> **What is required**: Across the listing below, count the lines with "flex" in them. Write nothing but the number.

> **Data for the task**:
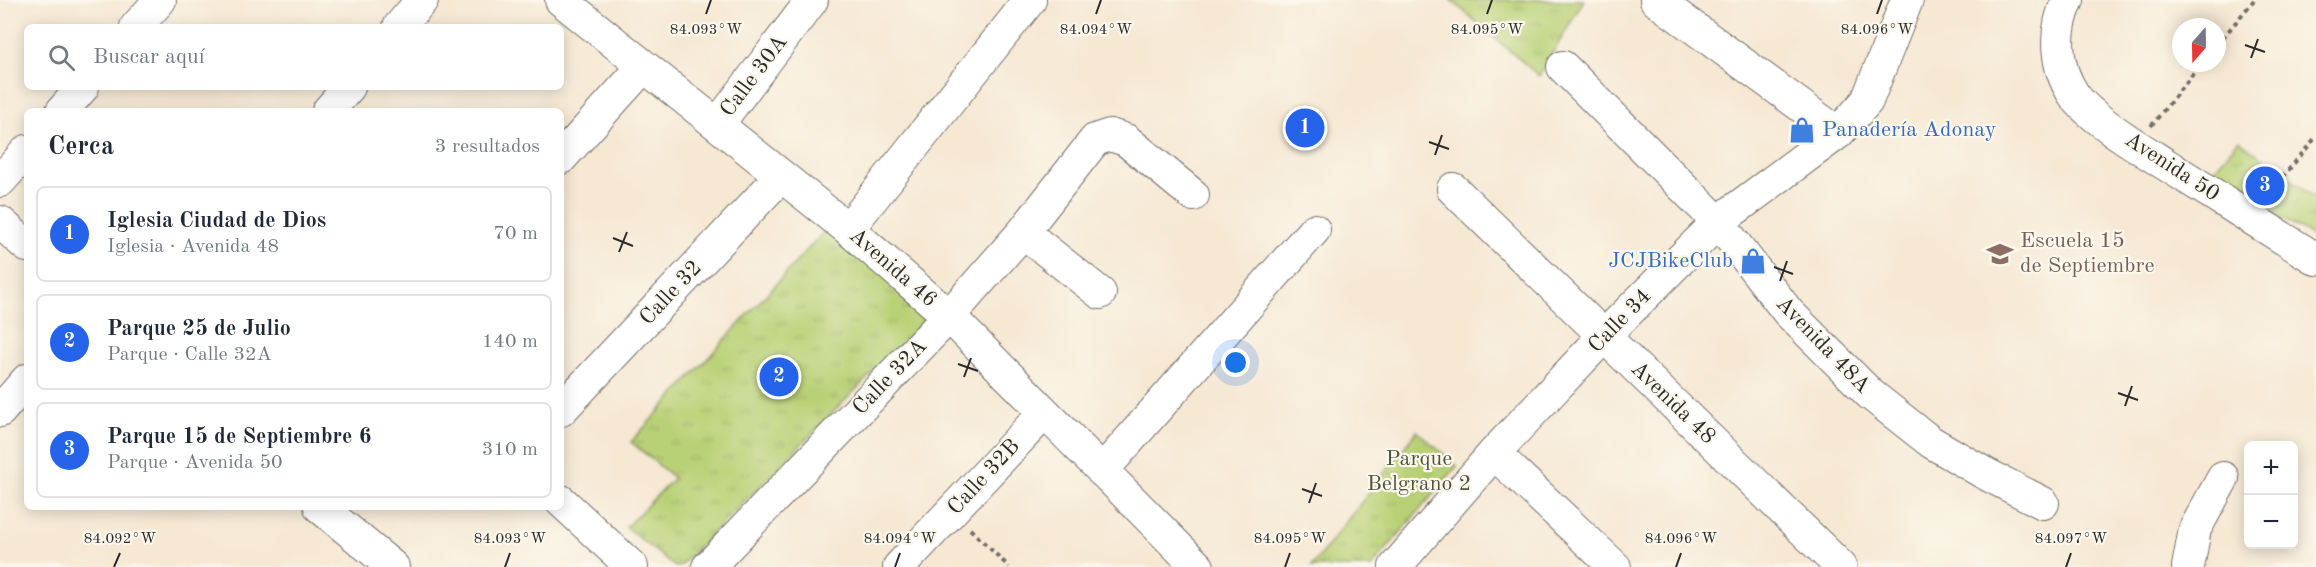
<!DOCTYPE html>
<html lang="es">
<meta charset="utf-8">
<style>
body{margin:0;font-family:"Old Standard TT",serif;background:#f6f6f7;color:#1f2937}
.controls{position:absolute;right:18px;bottom:18px;display:grid;overflow:hidden;border-radius:9px;box-shadow:0 3px 15px #0003}
.controls button{width:54px;height:54px;display:grid;place-items:center;padding:0;border:0;border-bottom:2px solid #e0e1e3;background:#fff;color:#1f2937;font:30px sans-serif}
.compass{position:absolute;left:2172px;top:18px;width:54px;height:54px;border-radius:50%;background:#fff;box-shadow:0 3px 15px #0003;rotate:200deg}
.you{position:absolute;left:1236px;top:363px;width:21px;height:21px;margin:-15px;border:4px solid #fff;border-radius:50%;background:#1a73e8;box-shadow:0 0 0 9px #1a73e833}
.badge{display:grid;place-items:center;width:39px;height:39px;border-radius:50%;background:#2563eb;color:#fff;font-size:20px;font-weight:700}
.pin{position:absolute;translate:-50% -50%;border:3px solid #fff;box-shadow:0 2px 6px #0006}
.list{margin:0;padding:0;list-style:none}
h2{display:flex;justify-content:space-between;align-items:center;height:78px;margin:0;padding:0 24px;font-size:26px}
h2 small{font-size:20px;font-weight:400;color:#747a83}
.list li{display:grid;grid-template-columns:39px 1fr auto;gap:18px;align-items:center;box-sizing:border-box;height:96px;margin:0 12px 12px;padding:0 12px;border:2px solid #e0e1e3;border-radius:9px}
.list b{display:block;font-size:22px;white-space:nowrap}
.list p{margin:0;font-size:20px;white-space:nowrap;color:#747a83}
.list em{font-size:20px;font-style:normal;color:#747a83}
.icon{flex:none;width:33px;height:33px;fill:none;stroke:currentColor;stroke-width:2;stroke-linecap:round;stroke-linejoin:round}
.map{position:relative;flex:none;width:2316px;height:567px;overflow:hidden}
.search{position:absolute;background:#fff;box-shadow:0 3px 15px #0003;left:24px;top:24px;width:540px;height:66px;display:flex;align-items:center;gap:15px;box-sizing:border-box;padding:0 21px;border-radius:9px;color:#747a83;font-size:22px}
.panel{position:absolute;background:#fff;box-shadow:0 3px 15px #0003;left:24px;top:108px;width:540px;height:402px;border-radius:9px}
.map>svg:first-child{display:block}
.park{fill:url(#park-tufts);stroke:#727e50;stroke-width:1.5}
.lines{fill:none;stroke-linecap:round;stroke-linejoin:round}
.minor-casing{stroke:#726d66;stroke-width:34}
.path{stroke:#726d66;stroke-width:4;stroke-dasharray:4.5 4.5;stroke-linecap:butt}
.minor{stroke:#fff;stroke-width:32}
.ticks{fill:none;stroke:#2b2b2b;stroke-width:2}
.labels{text-anchor:middle;dominant-baseline:central;stroke-width:4.5;stroke-linejoin:round;paint-order:stroke}
.street-label{font-size:22px;fill:#2b2b2b;stroke:#fbf7ec}
.shop-label{font-size:22px;fill:#366cbe;stroke:#fbf7ec;text-anchor:start}
.education-label{font-size:22px;fill:#785e54;stroke:#fbf7ec;text-anchor:start}
.park-label{font-size:22px;fill:#4e543e;stroke:#fbf7ec}
.ticks-label{font-size:15px;text-anchor:middle;fill:#2b2b2b;stroke:#fbf7ec;stroke-width:4.5;stroke-linejoin:round;paint-order:stroke}
</style>
<div class="map">
<svg width="2316" height="567" viewBox="0 0 2316 567">
<defs>
<pattern id="park-tufts" width="24" height="20" patternUnits="userSpaceOnUse" patternTransform="scale(1.5)"><rect width="24" height="20" fill="#b9d176"/><path d="M3 7l-1-3M5 7V3M7 7l1-3M15 17l-1-3M17 17v-4M19 17l1-3" fill="none" stroke="#9fb466"/></pattern>
</defs>
<rect width="100%" height="100%" fill="#fbf7ec"/>
<filter id="ink" filterUnits="userSpaceOnUse"><feTurbulence type="fractalNoise" baseFrequency=".0167" numOctaves="2"/><feDisplacementMap in="SourceGraphic" scale="12" xChannelSelector="R" yChannelSelector="G"/><feConvolveMatrix kernelMatrix="1 2 1 2 8 2 1 2 1" color-interpolation-filters="sRGB"/></filter>
<filter id="wash" filterUnits="userSpaceOnUse"><feTurbulence type="fractalNoise" baseFrequency=".008" numOctaves="4" result="noise"/><feDisplacementMap in="SourceGraphic" scale="24" xChannelSelector="R" yChannelSelector="G"/><feGaussianBlur stdDeviation="1.35" result="paint"/><feColorMatrix in="noise" values="0 0 0 0 0 0 0 0 0 0 0 0 0 0 0 0 0 1.4 0 .05"/><feComposite in="paint" operator="in"/></filter>
<g filter="url(#wash)">
<rect width="100%" height="100%" fill="#f6e8d3"/>
<path class="park" d="M1451,0h133l-45,76z
M2239,140l77,59v40l-105,-66z
M832,223l101,89 -254,255h-4l-49,-40 48,-49 -43,-36z
M1417,431l40,35 -86,101h-60z"/>
</g>
<g filter="url(#ink)">
<g class="lines">
<g class="minor-casing">
<path id="minor" d="M561,0l287,229 101,87 249,251
M1656,0l182,133
M2068,0c-15,31 -13,67 6,95 16,23 66,53 91,69 50,32 101,63 151,95
M136,27l24,-27
M399,27l23,-27
M1563,67l155,155 70,90 82,82 61,48 53,31 59,30
M62,111l21,-24
M328,111l21,-24
M718,124l94,-124
M561,158l83,-92
M0,181l27,-30
M1453,189l388,378
M0,222l27,24
M848,229l182,-229
M1023,232l77,61
M561,410l220,-234
M0,411l27,-31
M1494,453l121,114
M1102,471l212,-241
M561,501l71,66
M320,507l73,60
M708,567l241,-251 74,-84 72,-92 15,-5 16,5 67,55
M899,567l145,-154
M1395,567l99,-114 110,-117 114,-114 120,-89 29,-32 40,-101
M2188,567l7,-38 28,-51"/>
</g>
<path class="path" d="M2217,45l37,-45
M2151,126l51,-63
M2265,198l51,-61
M970,529l39,38"/>
<use href="#minor" class="minor"/>
</g>
</g>
<path class="ticks" d="M706,14l5,-14M1096,14l5,-14M1487,14l5,-14M1877,14l5,-14M2245,45l20,7M2251,58l7,-19M1429,142l20,7M1435,155l7,-20M613,238l20,8M619,252l8,-20M1774,267l19,7M1780,281l7,-20M958,364l20,7M964,377l7,-19M2118,393l20,7M2125,406l7,-20M1302,489l20,7M1309,503l7,-20M114,567l6,-14M505,567l5,-14M895,567l5,-14M1285,567l5,-14M1676,567l5,-14M2066,567l5,-14"/>
<defs>
<g id="shop-bare" transform="scale(2.07)"><path d="M-5-2.5h2.3a2.7 3.5 0 0 1 5.4 0H5L5.5 6h-11ZM-1.5-2.5h3a1.5 2.3 0 0 0-3 0Z" fill="#3f7fe0" stroke="#fbf7ec" stroke-width="2.5" paint-order="stroke"/></g>
<g id="school-bare" transform="scale(2.07)"><path d="M0-5L7-2L0 1L-7-2ZM-4 1L0 2.5L4 1V4Q0 6-4 4Z" fill="#8d6e63" stroke="#fbf7ec" stroke-width="2.5" paint-order="stroke"/></g>
</defs>
<g fill-rule="evenodd">
<use href="#shop-bare" x="1802" y="130"/>
<use href="#school-bare" x="2000" y="254"/>
<use href="#shop-bare" x="1753" y="261"/>
</g>
<g class="labels">
<g class="street-label">
<text transform="translate(754 76) rotate(-53)">Calle 30A</text>
<text transform="translate(2172 167) rotate(33)">Avenida 50</text>
<text transform="translate(893 268) rotate(41)">Avenida 46</text>
<text transform="translate(671 293) rotate(-47)">Calle 32</text>
<text transform="translate(1620 321) rotate(-46)">Calle 34</text>
<text transform="translate(1823 345) rotate(46)">Avenida 48A</text>
<text transform="translate(890 377) rotate(-46)">Calle 32A</text>
<text transform="translate(1673 403) rotate(44)">Avenida 48</text>
<text transform="translate(984 477) rotate(-47)">Calle 32B</text>
</g>
<g class="shop-label">
<text x="1822" y="130">Panadería Adonay</text>
<text x="1733" y="261" text-anchor="end">JCJBikeClub</text>
</g>
<g class="education-label">
<text x="2020" y="241">Escuela 15<tspan x="2020" dy="25">de Septiembre</tspan></text>
</g>
<g class="park-label">
<text x="1419" y="459">Parque<tspan x="1419" dy="25">Belgrano 2</tspan></text>
</g>
</g>
<g class="ticks-label">
<text x="706" y="34">84.093°W</text>
<text x="1096" y="34">84.094°W</text>
<text x="1487" y="34">84.095°W</text>
<text x="1877" y="34">84.096°W</text>
<text x="120" y="543">84.092°W</text>
<text x="510" y="543">84.093°W</text>
<text x="900" y="543">84.094°W</text>
<text x="1290" y="543">84.095°W</text>
<text x="1681" y="543">84.096°W</text>
<text x="2071" y="543">84.097°W</text>
</g>
</svg>
<div class="controls">
<button>+</button>
<button>−</button>
</div>
<svg class="compass" viewBox="-18 -18 36 36"><path d="M0-13l5 13h-10z" fill="#e53935"/><path d="M0 13l5-13h-10z" fill="#747a83"/></svg>
<div class="you"></div>
<div class="pin badge" style="left:1305px;top:128px">1</div>
<div class="pin badge" style="left:779px;top:377px">2</div>
<div class="pin badge" style="left:2265px;top:186px">3</div>
<div class="search"><svg class="icon" aria-label="search" viewBox="0 0 24 24"><circle cx="10" cy="10" r="6"/><path d="M15 15l6 6"/></svg>Buscar aquí</div>
<section class="panel">
<h2>Cerca<small>3 resultados</small></h2>
<ul class="list">
<li><span class="badge">1</span><div><b>Iglesia Ciudad de Dios</b><p>Iglesia · Avenida 48</p></div><em>70 m</em></li>
<li><span class="badge">2</span><div><b>Parque 25 de Julio</b><p>Parque · Calle 32A</p></div><em>140 m</em></li>
<li><span class="badge">3</span><div><b>Parque 15 de Septiembre 6</b><p>Parque · Avenida 50</p></div><em>310 m</em></li>
</ul>
</section>
</div>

> **Task solution**: 4